Suona l’organo e coltivama è cieco da sedici anni

I cespi di insalata sono già a buon punto nell’orto di casa Bernasconi: il signor Pietro ne raccoglie qualche foglia e la mette in frigorifero, con l’intenzione di mangiarsela per pranzo. Niente di insolito per un pensionato di San Martino in Strada, se non fosse che da 16 anni Pietro Bernasconi non ha più il piacere di vedere con gli occhi quello che coltiva: dopo l’intervento che l’ha reso completamente cieco, osserva con le mani la crescita delle sue piante, accarezza le rose per sentire i germogli spuntare, monta con scioltezza sulla scala a pioli per sistemare i graticci delle zucche. Classe 1943, rimasto vedovo a pochi anni dal matrimonio, Pietro Bernasconi possiede quella che si dice una volontà di ferro: nonostante la vita l’abbia messo a dura prova, oggi è un uomo realizzato e particolarmente attivo, dedito in ugual misura alla sua passione per la terra (il padre Luigi faceva l’ortolano) e a quella per la musica sacra. «Da ragazzo mi piaceva strimpellare il pianoforte ma mi limitavo a qualche canzoncina di musica leggera da cantare assieme agli amici. Poi, quando sono diventato cieco, ho cominciato a frequentare il Mac (Movimento apostolico ciechi, ndr) e il nostro assistente di allora, don Cesare Pagazzi, sentendomi suonare mi propose di imparare qualche canto liturgico per accompagnare la Messa».

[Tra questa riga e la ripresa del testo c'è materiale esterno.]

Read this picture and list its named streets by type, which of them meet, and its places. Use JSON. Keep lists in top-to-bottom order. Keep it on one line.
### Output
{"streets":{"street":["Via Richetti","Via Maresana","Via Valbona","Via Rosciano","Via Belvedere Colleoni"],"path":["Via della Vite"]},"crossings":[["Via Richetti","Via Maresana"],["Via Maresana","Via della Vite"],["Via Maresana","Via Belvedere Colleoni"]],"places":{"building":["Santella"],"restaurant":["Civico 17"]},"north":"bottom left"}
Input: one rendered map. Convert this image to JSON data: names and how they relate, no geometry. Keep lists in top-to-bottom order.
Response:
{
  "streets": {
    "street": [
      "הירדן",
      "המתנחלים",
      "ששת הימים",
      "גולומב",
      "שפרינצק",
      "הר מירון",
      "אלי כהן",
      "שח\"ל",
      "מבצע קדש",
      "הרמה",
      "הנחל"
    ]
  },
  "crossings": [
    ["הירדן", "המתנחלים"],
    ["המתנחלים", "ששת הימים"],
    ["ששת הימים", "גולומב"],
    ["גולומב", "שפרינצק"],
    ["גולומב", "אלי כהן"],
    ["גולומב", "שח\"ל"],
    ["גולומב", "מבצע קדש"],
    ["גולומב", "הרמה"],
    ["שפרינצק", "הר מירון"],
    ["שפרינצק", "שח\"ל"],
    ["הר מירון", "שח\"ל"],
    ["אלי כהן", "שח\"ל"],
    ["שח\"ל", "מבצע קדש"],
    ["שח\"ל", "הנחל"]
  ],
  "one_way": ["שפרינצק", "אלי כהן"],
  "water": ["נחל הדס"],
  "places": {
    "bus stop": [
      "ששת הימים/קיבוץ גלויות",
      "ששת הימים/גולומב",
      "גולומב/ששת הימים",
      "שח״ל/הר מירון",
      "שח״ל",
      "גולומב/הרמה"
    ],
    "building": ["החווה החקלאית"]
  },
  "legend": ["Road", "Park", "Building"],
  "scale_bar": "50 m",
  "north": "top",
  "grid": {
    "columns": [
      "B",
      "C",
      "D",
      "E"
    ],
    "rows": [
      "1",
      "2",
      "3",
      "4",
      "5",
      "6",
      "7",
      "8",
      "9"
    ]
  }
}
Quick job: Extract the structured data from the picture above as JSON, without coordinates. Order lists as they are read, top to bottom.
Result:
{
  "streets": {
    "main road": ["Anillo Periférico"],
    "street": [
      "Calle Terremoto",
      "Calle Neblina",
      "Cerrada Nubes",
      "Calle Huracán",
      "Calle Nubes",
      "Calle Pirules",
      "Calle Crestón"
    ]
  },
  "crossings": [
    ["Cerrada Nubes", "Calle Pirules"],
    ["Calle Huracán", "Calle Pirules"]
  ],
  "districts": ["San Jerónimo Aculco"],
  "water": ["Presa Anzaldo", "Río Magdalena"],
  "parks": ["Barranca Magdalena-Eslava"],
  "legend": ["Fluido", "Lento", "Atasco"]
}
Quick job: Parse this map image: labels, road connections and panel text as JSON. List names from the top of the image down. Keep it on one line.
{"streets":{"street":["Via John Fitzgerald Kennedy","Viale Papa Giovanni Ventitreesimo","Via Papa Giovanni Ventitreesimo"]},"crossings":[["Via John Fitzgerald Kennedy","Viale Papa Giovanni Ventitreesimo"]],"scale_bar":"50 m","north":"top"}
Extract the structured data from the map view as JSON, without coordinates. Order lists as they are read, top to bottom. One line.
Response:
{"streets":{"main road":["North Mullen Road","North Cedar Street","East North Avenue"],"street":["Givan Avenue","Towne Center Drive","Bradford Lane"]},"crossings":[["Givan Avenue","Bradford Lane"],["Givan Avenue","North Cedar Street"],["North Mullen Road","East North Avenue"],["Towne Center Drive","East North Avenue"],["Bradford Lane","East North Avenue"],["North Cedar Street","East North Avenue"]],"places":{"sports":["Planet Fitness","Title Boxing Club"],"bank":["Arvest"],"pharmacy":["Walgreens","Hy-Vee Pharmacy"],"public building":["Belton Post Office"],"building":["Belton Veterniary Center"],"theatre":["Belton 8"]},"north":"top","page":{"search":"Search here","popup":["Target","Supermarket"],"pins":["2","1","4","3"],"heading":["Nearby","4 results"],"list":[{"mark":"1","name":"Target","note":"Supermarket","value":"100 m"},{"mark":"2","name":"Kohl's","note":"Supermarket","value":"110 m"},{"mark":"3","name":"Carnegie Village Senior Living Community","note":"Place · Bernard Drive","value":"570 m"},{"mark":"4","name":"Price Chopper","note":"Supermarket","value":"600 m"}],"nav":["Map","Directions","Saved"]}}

Detto, fatto: armato di registratore a cassette, Pietro è tornato in paese e ha chiesto a Giovanni Folli, l’organista della sua parrocchia, di impartirgli qualche lezione. Oggi conosce a memoria circa 90 canti, con cui accompagna regolarmente le funzioni prefestive e la messa del mercoledì per i defunti: «Guardi, ecco qui l’elenco: alcuni brani li ho proposti io prendendo ispirazione dalle trasmissioni di Radio Maria, altri li ho imparati seguendo le registrazioni che mi passa Giovanni. In questi giorni sto studiando i canti per la Pasqua, per me non è facile, non solo perché in mancanza di uno spartito devo andare a memoria, ma anche perché, a differenza degli altri organisti, non posso guardare nello specchio lo svolgersi della funzione, devo ascoltare le parole del celebrante per capire quando è il momento di intervenire». La cosa sembra riuscirgli particolarmente bene e del resto, si sa, i non vedenti sviluppano capacità uditive che i cosiddetti normodotati possono soltanto sognarsi. Chi riuscirebbe a distinguere un merlo da un altro solo sentendolo cantare? Pietro Bernasconi ci riesce benissimo, appoggiando l’orecchio alla finestrella ritagliata accanto allo stipite della lavanderia: «D’inverno metto sempre un po’ di mangime per gli uccellini; riempio un bicchiere, lo verso nella mangiatoia, poi ritorno in casa e mi metto ad ascoltare. Ce n’è sempre uno che arriva per primo, ormai lo riconosco dal fischio: lo fa per richiamare gli altri e infatti, dopo qualche minuto, sento il rumore dei becchi sulla mangiatoia e capisco che il pranzetto è stato gradito». Piccoli gesti quotidiani che riempiono la vita, irrinunciabili e particolarmente cari a quest’uomo tanto affezionato alla sua quieta routine da preferirla ai diversivi che pure gli vengono proposti: «Mi è capitato qualche volta di fare una gita con i soci dell’Uici (Unione italiana dei ciechi e degli ipovedenti), ma quando sento le altre persone ammirare i dipinti o le bellezze del paesaggio mi viene un po’ di malinconia e così, pur amando molto trascorrere del tempo con gli amici, preferisco rimanere a casa». Nel suo orto, con la sua musica a fargli compagnia.